Two changes I have made involve the habitual negative thought patterns that used to cripple me and relationships that I realized were no longer worth my time and attention.
Negative thinking
I no longer fall down the dark tunnel of negative thoughts and feelings. Oh, I still have them, but whenever my thinking turns to denial, fear, grudges, grievances, insecurities, hopelessness, helplessness, whatever, I take a minute to sit with them. Or I talk to someone I trust. Sometimes I write them down so I can get them out of my head and start figuring out what I can and should do, including just letting them go. I feel that having cancer grants us full permission to let go and say no. It’s our “get out of jail free” card. Once I realized that my negative thoughts have only as much power as I give them, I started taking greater control over them.
Negative relationships
It might be as common as a friendship you have outgrown or as toxic as an abusive spouse; a negative relationship is one that is bad for your health or simply not worthy of your time and energy. I have let go with the notion of having a relationship with one of my siblings. For years I tried and for years I failed, resulting in anger and disappointment. I witnessed the hurt feelings she caused in my parents and other family members, over and over again. I finally ceased communication, except to respond to the text messages she would send on my birthday and Christmas. I responded with a thank you, same, to keep an olive branch of peace extended, hoping it would lead to more than a few words and emojis on a small screen.

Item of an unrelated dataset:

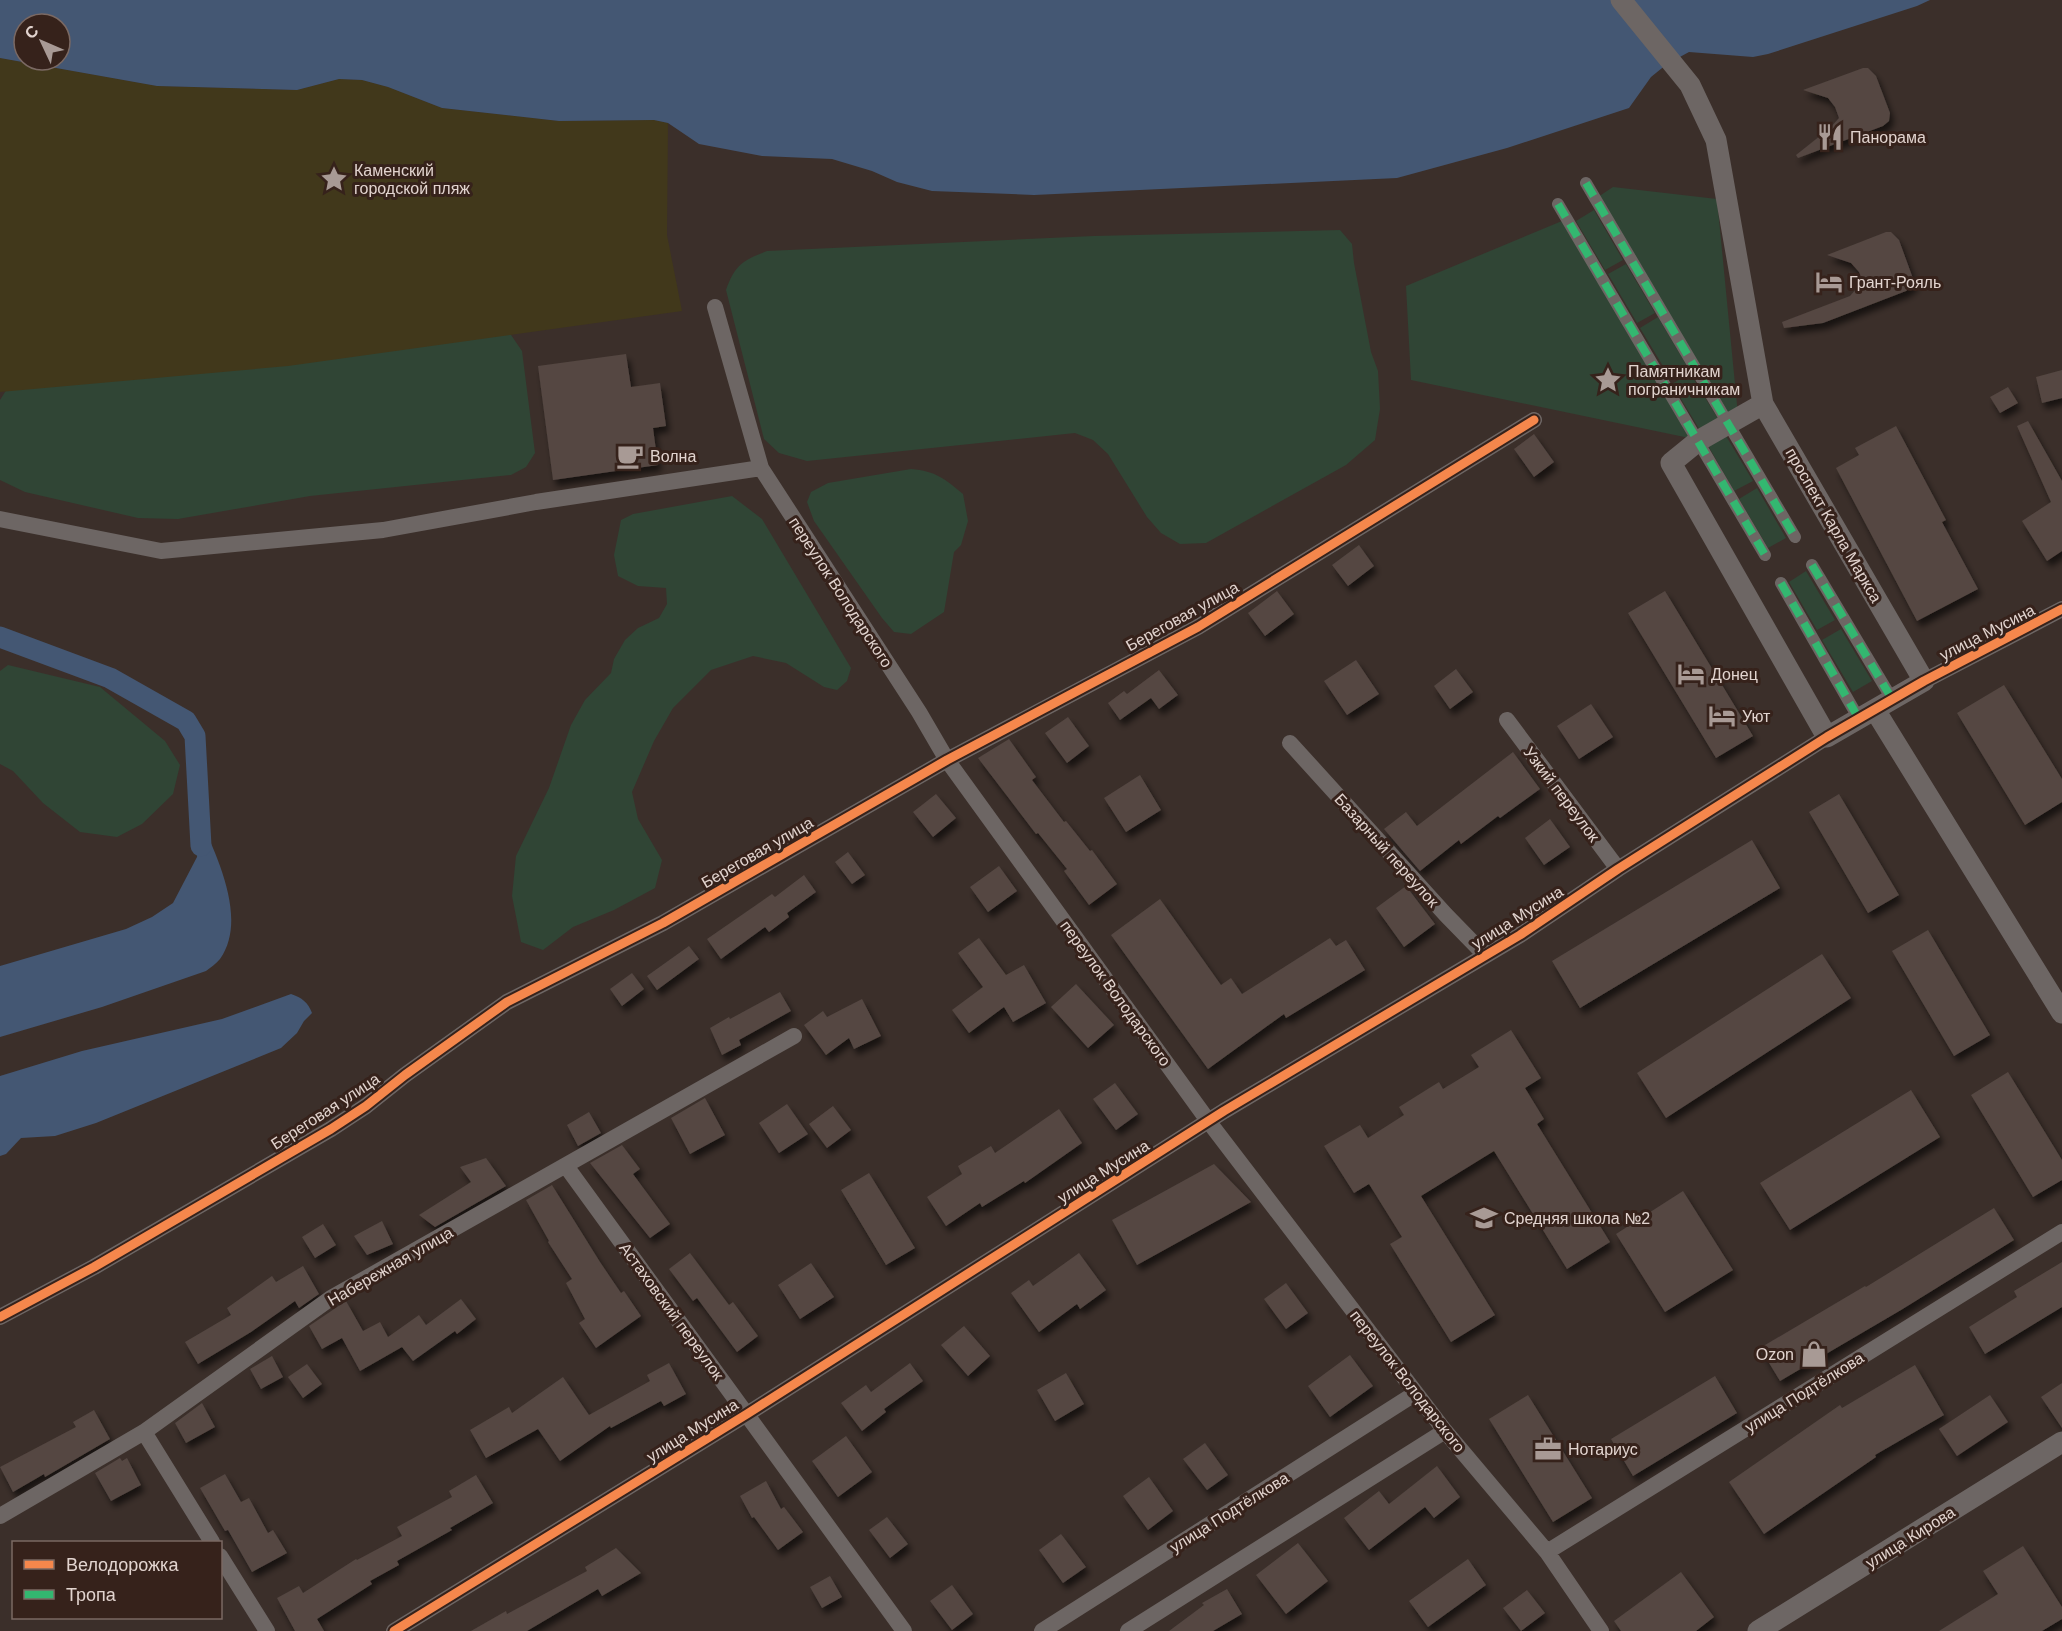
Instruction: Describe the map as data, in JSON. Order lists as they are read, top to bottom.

Yet I learned from her teachings not to try talking or getting together. A phone call was always answered by the voicemail recording and not usually returned. Any agreement to a date and place to meet would be withdrawn, usually the night before, always for an excuse that was often a little white lie. I stopped responding to her text messages. She stopped sending them. At this point I have forgiven her transgressions because I know they are not out of malice but from a place of her own hurt and fear and resentment. I just no longer have the will, need, or desire to keep trying
Negative other
Take a minute to consider any part of your life that is draining you of time and energy. A job you despise. A hobby or cause that no longer feels important or relevant. Obligations made out of guilt or the disease to please or whatever it is that drives you to say yes instead of thank you, no. Of course you should be prudent and practical. The job that brings little to no joy may bring excellent medical insurance.

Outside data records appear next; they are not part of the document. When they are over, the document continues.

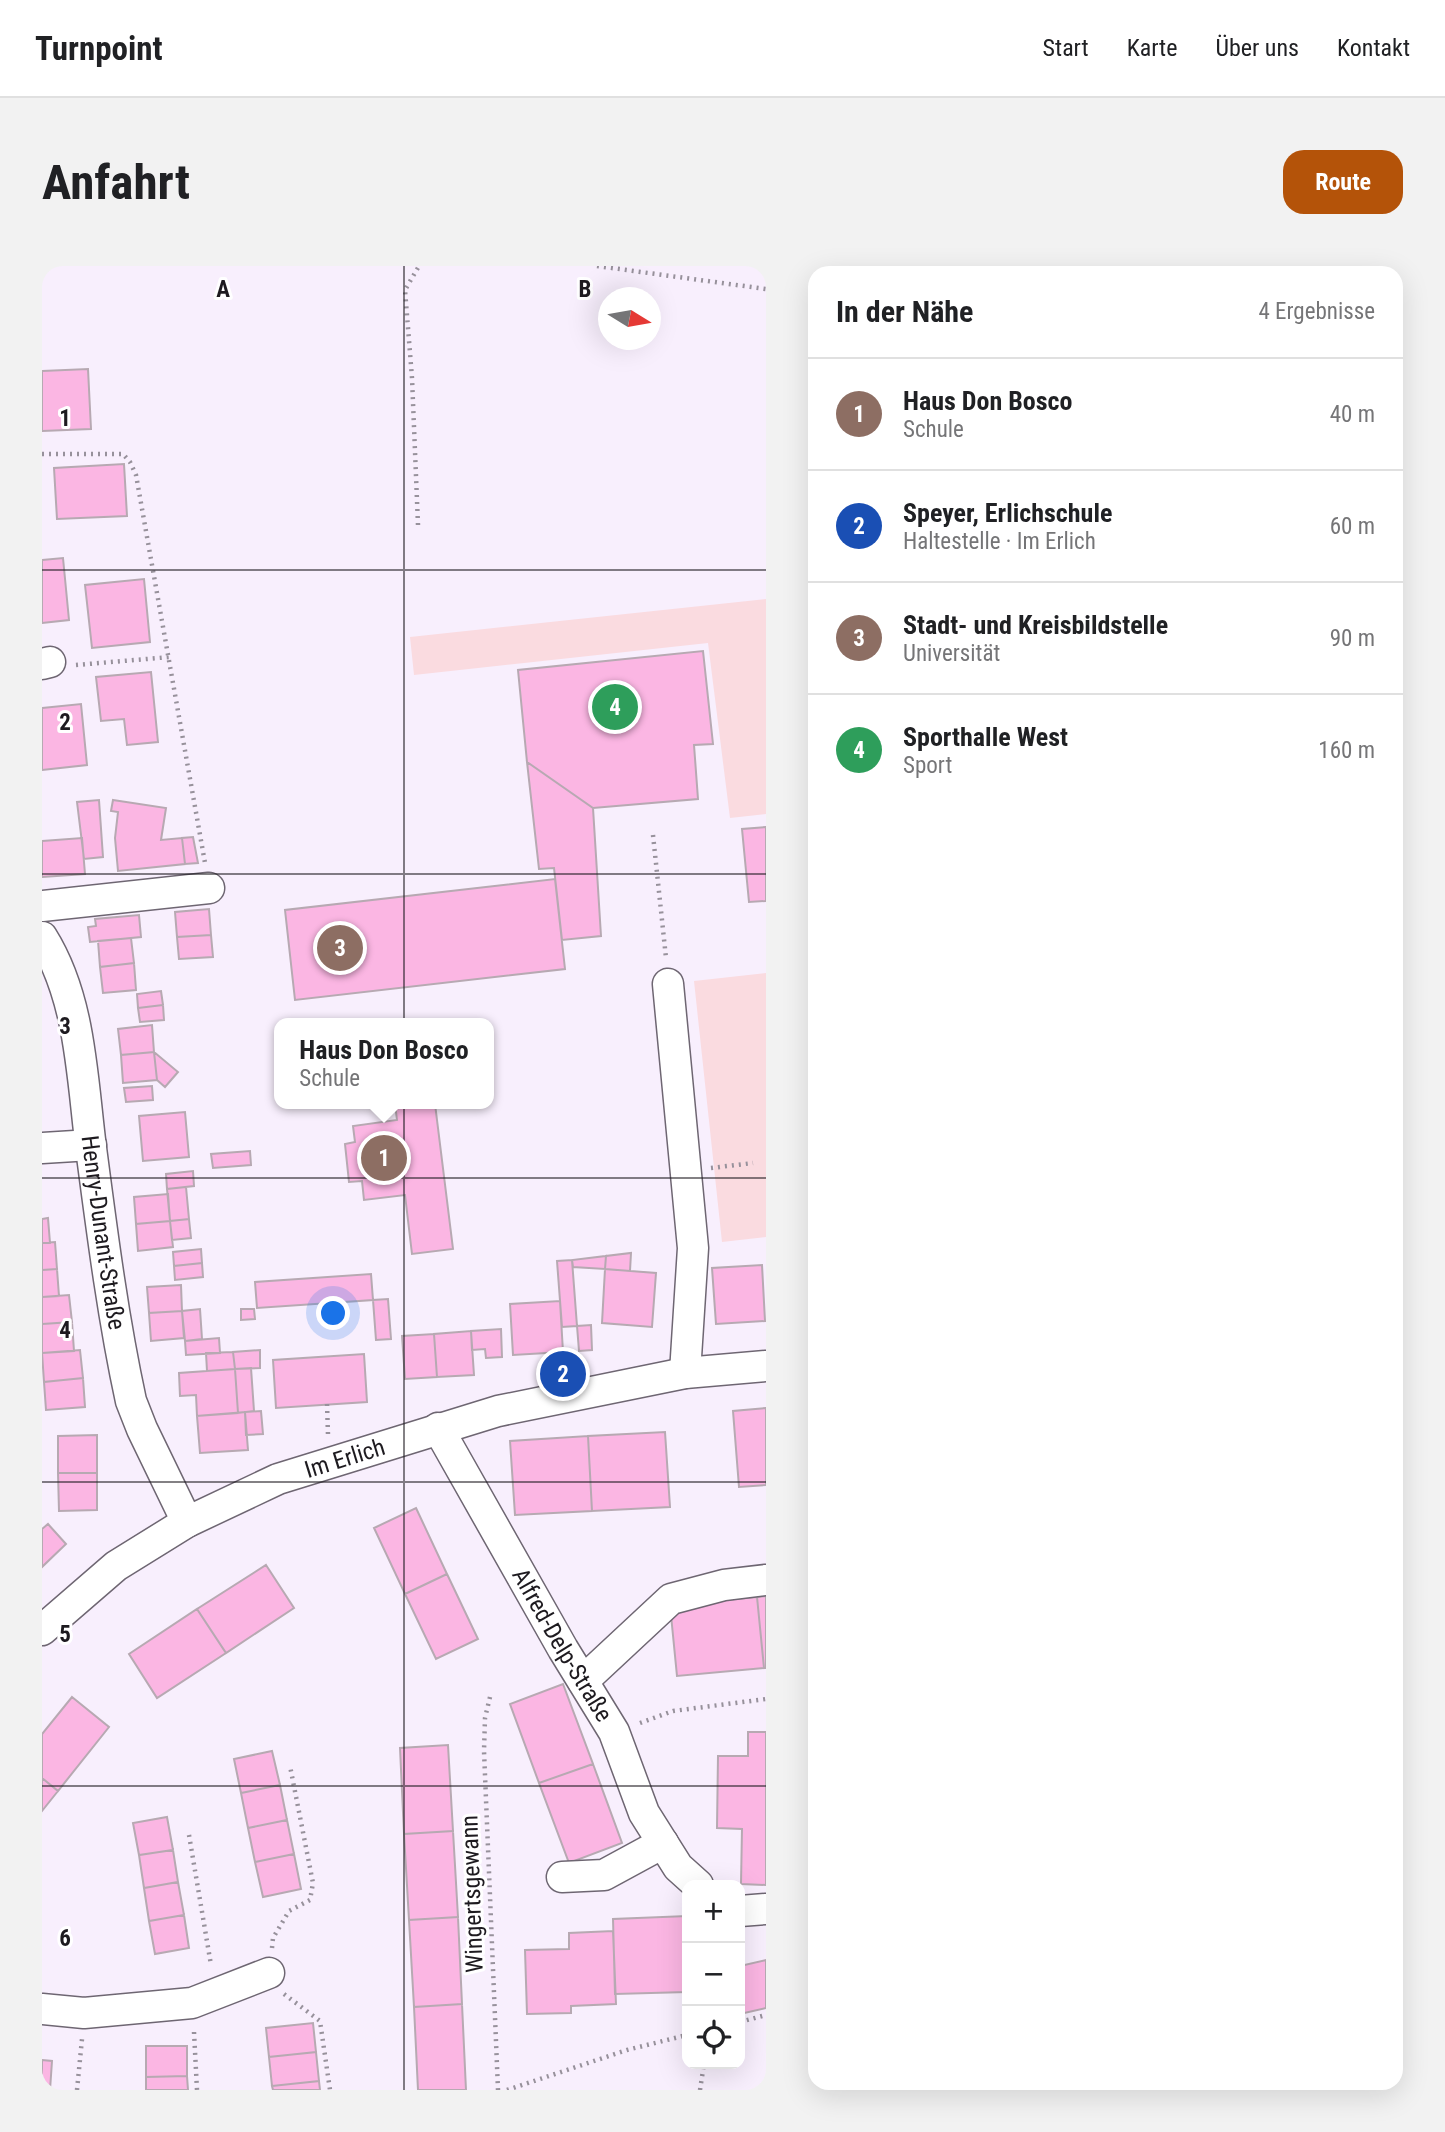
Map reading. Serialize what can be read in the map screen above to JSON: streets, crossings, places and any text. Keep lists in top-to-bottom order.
{
  "streets": {
    "street": ["Henry-Dunant-Straße", "Im Erlich", "Alfred-Delp-Straße"],
    "path": ["Wingertsgewann"]
  },
  "crossings": [
    ["Henry-Dunant-Straße", "Im Erlich"],
    ["Im Erlich", "Alfred-Delp-Straße"]
  ],
  "north": "right",
  "page": {
    "header": "Turnpoint",
    "nav": [
      "Start",
      "Karte",
      "Über uns",
      "Kontakt"
    ],
    "buttons": "Route",
    "title": "Anfahrt",
    "heading": ["In der Nähe", "4 Ergebnisse"],
    "list": [
      {
        "mark": "1",
        "name": "Haus Don Bosco",
        "note": "Schule",
        "value": "40 m"
      },
      {
        "mark": "2",
        "name": "Speyer, Erlichschule",
        "note": "Haltestelle · Im Erlich",
        "value": "60 m"
      },
      {
        "mark": "3",
        "name": "Stadt- und Kreisbildstelle",
        "note": "Universität",
        "value": "90 m"
      },
      {
        "mark": "4",
        "name": "Sporthalle West",
        "note": "Sport",
        "value": "160 m"
      }
    ],
    "pins": [
      "4",
      "3",
      "1",
      "2"
    ],
    "popup": ["Haus Don Bosco", "Schule"],
    "map_buttons": ["+", "−"]
  },
  "grid": {
    "columns": ["A", "B"],
    "rows": [
      "1",
      "2",
      "3",
      "4",
      "5",
      "6"
    ]
  }
}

Otherwise, I say play the cancer card. Say no, make changes, and let cancer be your reason. It’s like the “Get out of jail free” card in Monopoly or the ace of trump in a card game; it cannot be beat. It’s one of the few benefits of this damn disease.

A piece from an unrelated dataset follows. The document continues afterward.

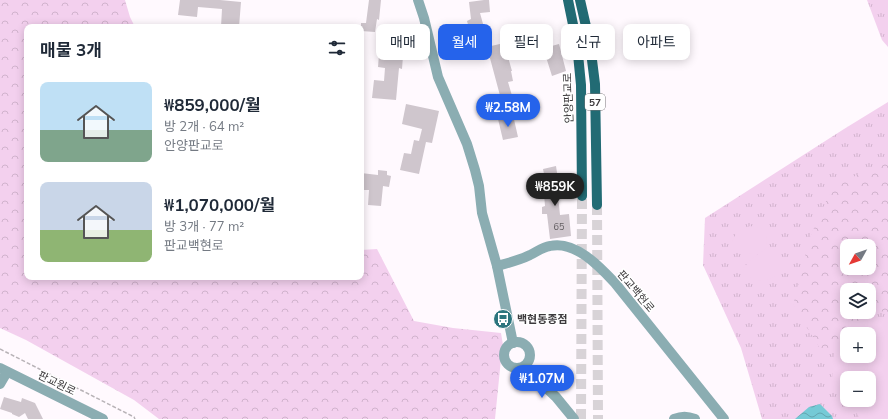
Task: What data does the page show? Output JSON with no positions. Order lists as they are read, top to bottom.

Make room for what matters by eliminating what doesn’t
The real burdens and problems we must bear are made worse by the mental, emotional, and physical obstacles we mostly place in our own way, including the tendency to turn little things into big things. Is it worth it to amplify them when we’re already dealing with a very big thing called cancer?
That’s not to say that all little things are bad. Sometimes they are worthy of treasuring, and I hope the minister let his granddaughter keep at least one of the rocks she selected as a memento of a special day.
Yet his message of letting go, which inspired my message of lightening the load, is valuable to all and a vital necessity to cancer patients. We must keep a reserve of time and energy for what truly matters.